Instead of tests, there’s project-based work. Instead of tuition upfront, there’s a debt-free model charged to students only once they find employment after graduation. The Make School also claims to bring its students better access to top tech company functions, networking, and guidance as they shape their career.

Classes focus on developing desirable qualities and capabilities as expressed by current hiring managers in Silicon Valley. Beyond programming classes, subjects also include nutrition, health, writing, and exercise – tools to succeed in a professional life.
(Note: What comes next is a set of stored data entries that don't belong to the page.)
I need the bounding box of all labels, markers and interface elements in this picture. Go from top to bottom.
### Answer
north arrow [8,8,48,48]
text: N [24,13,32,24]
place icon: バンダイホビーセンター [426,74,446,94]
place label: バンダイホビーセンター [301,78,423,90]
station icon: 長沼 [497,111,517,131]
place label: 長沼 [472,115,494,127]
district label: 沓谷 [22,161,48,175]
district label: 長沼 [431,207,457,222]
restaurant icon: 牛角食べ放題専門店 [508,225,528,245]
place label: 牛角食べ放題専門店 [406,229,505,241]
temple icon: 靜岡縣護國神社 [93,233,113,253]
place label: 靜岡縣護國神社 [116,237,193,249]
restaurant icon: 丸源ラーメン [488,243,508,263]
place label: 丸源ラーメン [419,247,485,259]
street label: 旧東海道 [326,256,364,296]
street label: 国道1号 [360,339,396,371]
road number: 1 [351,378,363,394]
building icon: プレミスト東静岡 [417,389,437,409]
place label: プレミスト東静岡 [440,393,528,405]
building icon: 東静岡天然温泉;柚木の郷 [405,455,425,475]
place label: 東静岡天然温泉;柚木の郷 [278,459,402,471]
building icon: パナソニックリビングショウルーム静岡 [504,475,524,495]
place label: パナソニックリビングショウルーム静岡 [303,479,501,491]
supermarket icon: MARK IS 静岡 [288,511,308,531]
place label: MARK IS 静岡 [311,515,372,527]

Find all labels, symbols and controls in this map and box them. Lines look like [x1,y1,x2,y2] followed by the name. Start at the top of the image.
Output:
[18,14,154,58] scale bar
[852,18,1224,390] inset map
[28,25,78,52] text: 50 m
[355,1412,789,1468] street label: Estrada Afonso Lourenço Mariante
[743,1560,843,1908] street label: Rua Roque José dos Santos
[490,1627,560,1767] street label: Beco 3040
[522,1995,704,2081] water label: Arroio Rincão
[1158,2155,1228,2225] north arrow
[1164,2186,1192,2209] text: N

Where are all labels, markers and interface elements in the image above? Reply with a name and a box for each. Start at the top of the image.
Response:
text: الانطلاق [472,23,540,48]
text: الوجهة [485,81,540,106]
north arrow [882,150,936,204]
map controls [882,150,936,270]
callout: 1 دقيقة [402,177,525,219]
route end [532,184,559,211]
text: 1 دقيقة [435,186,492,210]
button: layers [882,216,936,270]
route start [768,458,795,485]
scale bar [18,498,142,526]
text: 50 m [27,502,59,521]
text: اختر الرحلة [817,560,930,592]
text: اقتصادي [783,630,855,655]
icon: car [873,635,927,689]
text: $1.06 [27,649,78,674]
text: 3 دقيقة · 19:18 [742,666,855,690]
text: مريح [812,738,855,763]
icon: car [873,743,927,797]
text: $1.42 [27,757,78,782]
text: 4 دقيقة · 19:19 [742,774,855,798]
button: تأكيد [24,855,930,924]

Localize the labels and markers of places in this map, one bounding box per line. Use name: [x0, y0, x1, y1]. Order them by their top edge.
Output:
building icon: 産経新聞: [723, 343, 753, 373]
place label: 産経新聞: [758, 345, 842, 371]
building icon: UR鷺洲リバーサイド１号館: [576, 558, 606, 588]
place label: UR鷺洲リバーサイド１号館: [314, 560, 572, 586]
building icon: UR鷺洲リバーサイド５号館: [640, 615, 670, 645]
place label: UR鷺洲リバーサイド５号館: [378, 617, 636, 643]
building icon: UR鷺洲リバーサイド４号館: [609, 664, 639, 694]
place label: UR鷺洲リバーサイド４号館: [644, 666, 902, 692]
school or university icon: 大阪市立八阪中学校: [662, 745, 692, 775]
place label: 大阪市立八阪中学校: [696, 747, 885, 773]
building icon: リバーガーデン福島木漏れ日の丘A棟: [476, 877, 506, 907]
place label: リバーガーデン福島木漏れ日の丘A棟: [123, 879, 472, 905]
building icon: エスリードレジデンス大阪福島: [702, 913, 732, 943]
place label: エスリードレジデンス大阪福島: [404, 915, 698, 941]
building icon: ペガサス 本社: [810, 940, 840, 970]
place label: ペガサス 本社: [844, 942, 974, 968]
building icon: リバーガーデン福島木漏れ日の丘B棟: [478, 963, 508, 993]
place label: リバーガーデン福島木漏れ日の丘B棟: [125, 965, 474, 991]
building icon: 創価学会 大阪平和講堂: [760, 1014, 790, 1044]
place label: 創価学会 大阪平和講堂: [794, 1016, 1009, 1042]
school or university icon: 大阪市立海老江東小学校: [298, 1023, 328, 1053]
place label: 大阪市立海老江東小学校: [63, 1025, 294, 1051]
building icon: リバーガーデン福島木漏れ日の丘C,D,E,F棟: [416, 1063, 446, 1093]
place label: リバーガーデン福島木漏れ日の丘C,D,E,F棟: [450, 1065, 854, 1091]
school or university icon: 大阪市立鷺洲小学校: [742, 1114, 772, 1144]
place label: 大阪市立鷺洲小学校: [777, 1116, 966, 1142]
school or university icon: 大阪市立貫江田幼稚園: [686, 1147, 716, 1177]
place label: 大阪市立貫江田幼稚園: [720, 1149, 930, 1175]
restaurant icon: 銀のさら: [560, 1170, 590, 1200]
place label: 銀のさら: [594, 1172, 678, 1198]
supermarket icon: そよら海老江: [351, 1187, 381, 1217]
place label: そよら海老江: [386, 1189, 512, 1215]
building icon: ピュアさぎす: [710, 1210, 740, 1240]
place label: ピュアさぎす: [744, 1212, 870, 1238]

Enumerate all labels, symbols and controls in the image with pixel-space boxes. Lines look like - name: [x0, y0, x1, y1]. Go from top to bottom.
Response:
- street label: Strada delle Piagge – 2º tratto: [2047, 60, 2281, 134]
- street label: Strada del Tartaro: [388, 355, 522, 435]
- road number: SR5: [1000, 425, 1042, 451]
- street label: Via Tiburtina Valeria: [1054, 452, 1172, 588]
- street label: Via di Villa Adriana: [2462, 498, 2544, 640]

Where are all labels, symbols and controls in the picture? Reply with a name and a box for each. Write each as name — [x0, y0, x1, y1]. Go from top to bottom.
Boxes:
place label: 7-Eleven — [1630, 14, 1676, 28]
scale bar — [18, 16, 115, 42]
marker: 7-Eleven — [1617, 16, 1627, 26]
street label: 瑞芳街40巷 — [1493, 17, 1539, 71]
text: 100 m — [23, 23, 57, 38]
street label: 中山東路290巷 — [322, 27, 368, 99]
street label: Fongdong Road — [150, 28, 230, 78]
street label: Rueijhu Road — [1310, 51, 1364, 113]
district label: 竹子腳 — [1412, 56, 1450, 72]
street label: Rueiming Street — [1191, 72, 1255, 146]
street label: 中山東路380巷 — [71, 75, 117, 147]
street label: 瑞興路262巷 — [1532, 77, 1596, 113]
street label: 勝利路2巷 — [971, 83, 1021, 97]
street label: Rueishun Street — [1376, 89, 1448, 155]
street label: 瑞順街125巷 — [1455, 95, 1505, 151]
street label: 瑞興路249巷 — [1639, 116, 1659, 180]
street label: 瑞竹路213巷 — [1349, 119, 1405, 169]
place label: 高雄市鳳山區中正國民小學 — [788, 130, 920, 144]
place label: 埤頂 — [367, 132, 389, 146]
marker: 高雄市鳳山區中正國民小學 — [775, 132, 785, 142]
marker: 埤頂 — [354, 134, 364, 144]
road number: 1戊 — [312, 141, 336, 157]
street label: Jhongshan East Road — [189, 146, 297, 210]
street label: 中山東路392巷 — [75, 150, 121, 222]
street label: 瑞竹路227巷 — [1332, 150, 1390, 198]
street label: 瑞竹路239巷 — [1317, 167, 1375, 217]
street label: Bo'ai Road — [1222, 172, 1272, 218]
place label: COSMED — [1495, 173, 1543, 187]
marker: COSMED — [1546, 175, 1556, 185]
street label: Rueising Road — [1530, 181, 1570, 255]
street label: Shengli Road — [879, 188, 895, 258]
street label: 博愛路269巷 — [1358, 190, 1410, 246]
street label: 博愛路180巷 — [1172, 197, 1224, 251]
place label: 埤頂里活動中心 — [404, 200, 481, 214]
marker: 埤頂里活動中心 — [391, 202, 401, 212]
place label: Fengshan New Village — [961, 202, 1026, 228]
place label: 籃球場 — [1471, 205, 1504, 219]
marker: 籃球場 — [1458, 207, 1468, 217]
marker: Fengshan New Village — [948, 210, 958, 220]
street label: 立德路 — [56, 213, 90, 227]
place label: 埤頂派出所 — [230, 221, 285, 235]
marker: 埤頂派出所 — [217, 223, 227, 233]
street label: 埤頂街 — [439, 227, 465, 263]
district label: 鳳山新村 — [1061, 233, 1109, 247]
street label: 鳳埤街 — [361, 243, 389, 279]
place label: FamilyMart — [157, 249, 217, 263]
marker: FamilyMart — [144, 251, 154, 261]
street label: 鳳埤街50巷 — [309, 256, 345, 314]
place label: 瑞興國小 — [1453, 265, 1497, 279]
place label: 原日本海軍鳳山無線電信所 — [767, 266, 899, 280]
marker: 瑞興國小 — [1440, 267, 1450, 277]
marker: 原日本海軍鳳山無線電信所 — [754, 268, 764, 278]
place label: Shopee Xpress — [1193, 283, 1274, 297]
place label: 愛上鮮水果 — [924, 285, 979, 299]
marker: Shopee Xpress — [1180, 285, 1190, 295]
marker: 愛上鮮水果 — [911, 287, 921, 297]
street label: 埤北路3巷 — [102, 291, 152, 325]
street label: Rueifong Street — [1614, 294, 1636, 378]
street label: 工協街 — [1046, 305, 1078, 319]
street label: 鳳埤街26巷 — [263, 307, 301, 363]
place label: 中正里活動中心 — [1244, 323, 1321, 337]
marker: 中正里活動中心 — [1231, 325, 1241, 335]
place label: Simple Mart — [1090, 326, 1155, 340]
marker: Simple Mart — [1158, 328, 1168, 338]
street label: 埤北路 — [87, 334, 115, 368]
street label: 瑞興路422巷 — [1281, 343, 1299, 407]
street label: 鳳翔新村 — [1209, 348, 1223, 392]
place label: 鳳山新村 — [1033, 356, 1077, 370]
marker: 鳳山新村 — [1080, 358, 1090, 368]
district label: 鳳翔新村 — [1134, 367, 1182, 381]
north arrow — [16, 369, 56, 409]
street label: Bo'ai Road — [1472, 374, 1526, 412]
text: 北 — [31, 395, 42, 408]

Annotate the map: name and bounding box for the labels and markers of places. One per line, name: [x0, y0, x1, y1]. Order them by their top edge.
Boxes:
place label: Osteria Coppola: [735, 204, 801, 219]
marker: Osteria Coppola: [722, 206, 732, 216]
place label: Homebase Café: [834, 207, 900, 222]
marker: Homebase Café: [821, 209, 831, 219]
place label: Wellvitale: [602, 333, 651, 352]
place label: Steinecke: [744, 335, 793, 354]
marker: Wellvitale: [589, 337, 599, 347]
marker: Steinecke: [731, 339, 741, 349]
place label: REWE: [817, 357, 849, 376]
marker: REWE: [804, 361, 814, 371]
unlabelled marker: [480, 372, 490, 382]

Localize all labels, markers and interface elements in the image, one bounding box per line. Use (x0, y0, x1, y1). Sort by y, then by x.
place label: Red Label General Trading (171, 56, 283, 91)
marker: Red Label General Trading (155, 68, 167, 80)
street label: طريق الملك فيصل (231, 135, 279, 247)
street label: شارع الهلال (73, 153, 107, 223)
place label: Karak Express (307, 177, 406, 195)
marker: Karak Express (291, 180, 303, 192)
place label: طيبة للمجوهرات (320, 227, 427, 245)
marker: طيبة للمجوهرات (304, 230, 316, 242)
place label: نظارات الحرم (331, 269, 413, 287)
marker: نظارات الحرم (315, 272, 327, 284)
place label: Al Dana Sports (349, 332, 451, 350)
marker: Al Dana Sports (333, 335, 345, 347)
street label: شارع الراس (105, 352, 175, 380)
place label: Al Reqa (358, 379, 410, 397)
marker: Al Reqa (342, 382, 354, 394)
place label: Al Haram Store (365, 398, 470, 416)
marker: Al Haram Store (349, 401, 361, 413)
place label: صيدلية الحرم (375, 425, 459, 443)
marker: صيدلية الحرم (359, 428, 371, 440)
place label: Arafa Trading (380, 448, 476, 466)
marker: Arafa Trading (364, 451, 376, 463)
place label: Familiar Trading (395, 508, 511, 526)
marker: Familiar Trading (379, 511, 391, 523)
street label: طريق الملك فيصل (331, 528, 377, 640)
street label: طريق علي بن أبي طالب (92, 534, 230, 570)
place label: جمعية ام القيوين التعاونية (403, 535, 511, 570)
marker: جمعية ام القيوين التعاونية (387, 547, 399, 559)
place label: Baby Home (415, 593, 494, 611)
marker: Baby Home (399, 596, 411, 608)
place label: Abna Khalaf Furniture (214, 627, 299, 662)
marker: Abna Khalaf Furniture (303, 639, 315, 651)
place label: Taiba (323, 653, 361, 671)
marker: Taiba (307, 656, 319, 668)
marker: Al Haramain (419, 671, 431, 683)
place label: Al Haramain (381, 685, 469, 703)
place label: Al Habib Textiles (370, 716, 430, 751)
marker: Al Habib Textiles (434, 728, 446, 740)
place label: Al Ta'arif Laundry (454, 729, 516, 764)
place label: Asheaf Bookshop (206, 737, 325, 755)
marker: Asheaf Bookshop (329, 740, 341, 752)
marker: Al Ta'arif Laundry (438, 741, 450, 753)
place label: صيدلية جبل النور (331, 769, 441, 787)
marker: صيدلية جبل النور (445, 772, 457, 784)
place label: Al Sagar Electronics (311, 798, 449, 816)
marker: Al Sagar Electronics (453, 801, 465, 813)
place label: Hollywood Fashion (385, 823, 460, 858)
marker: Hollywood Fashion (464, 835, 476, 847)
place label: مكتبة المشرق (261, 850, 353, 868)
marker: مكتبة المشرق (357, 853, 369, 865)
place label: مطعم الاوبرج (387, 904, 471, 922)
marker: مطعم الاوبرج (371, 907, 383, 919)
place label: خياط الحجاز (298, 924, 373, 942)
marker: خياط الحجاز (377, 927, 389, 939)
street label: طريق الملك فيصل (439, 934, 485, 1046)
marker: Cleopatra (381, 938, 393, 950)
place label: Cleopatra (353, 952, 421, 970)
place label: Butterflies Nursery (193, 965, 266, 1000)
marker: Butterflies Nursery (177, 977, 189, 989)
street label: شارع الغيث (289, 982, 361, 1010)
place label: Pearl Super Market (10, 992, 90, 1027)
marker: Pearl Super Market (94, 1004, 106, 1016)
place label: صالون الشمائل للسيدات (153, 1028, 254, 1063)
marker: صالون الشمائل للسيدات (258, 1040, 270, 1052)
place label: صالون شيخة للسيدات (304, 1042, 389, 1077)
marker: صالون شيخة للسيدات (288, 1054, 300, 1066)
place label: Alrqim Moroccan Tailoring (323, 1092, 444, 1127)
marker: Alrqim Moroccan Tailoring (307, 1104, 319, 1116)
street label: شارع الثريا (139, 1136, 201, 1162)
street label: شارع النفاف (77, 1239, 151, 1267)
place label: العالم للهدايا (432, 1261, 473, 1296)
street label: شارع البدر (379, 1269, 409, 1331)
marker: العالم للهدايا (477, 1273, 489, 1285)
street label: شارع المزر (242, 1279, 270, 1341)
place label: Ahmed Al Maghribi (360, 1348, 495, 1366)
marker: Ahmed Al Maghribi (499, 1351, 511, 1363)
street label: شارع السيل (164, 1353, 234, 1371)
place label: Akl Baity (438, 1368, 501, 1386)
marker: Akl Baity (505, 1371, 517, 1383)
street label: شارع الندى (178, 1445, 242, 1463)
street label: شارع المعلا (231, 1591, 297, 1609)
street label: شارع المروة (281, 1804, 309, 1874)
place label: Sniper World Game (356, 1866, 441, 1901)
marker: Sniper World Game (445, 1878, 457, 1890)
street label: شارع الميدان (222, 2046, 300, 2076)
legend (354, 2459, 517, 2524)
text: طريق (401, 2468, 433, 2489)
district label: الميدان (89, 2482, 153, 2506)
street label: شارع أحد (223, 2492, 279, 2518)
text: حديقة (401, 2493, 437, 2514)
“And then some more general life skills, communication, empathy, understanding the history of tech and then a big segment on ethics. So Uber, what do we think? Airbnb, where do we stand? Is it okay to start a company in that way? Is it beneficial for society? Are the laws out of date? How does this all work behind the scenes?” Rossmann continued.

In September 2015, The Make School began its first academic year with nearly 30 full-time students in the founding class. Some students are fresh out of high school, some have left their colleges to pursue education here instead. They all live together in dorm-like housing in San Francisco, and though they may also be carrying fake IDs, it’s not to sneak into bars for fun like their university-counterparts. It’s usually to be able to hear a tech company founder speak at a networking event, or meet other contacts in the industry for a job.

Not everyone is on board with the new program, including some parents, who prefer their children still attend traditional, name-recognized universities. To which Rossmann responds, “When LinkedIn and Lyft and these companies with tens of millions of dollars of funding are all committing contractually to coming and recruit here, and they don’t come to the school where your child is studying, that means something.”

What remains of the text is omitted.